Task description: Work through the data below and copy out every line where "names" is found.

Dataset extract:
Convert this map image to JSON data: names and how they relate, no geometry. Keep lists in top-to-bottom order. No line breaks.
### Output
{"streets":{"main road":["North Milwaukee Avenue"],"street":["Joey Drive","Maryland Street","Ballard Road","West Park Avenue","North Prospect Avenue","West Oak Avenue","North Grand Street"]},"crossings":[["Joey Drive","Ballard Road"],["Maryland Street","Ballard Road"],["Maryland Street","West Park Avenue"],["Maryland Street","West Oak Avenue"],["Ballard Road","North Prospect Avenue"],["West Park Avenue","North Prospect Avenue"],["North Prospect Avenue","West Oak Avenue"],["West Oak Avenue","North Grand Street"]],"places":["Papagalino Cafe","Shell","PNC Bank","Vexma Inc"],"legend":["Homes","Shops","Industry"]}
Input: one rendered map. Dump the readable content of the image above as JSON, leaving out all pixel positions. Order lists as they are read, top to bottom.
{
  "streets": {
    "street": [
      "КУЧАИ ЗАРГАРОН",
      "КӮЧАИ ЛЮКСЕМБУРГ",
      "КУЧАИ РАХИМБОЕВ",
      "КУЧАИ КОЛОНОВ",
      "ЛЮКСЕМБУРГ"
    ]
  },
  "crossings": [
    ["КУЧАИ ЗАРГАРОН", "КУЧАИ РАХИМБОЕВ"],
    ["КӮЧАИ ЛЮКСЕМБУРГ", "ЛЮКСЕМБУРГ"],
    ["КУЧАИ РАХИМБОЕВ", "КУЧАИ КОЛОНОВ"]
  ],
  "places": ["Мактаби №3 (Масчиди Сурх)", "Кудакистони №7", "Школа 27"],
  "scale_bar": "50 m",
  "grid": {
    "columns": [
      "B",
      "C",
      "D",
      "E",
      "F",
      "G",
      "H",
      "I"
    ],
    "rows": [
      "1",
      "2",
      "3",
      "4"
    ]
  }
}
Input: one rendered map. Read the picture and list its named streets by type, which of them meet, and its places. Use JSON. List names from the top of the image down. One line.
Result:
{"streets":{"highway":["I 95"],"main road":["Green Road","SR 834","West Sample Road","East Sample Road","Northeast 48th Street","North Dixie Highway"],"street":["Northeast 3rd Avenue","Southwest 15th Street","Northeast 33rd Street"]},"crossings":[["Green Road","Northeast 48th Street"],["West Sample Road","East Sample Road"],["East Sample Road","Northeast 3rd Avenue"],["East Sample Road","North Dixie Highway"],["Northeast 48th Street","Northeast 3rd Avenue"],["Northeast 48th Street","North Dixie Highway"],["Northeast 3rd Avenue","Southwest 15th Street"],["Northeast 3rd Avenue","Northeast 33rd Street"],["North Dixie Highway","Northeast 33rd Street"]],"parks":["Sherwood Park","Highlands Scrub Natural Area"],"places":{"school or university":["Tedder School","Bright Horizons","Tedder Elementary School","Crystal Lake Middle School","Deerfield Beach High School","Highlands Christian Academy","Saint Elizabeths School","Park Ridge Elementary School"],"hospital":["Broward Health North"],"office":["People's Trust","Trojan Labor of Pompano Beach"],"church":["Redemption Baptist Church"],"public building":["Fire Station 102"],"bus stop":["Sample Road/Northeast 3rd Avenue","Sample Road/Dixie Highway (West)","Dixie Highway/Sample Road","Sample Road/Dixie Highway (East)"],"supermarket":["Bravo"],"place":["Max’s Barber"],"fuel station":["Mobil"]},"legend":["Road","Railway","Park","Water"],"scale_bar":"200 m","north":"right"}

Task solution:
Convert this map image to JSON data: names and how they relate, no geometry. Keep lists in top-to-bottom order. No line breaks.
Input: one rendered map. Read the picture and list its named streets by type, which of them meet, and its places. Use JSON. List names from the top of the image down. One line.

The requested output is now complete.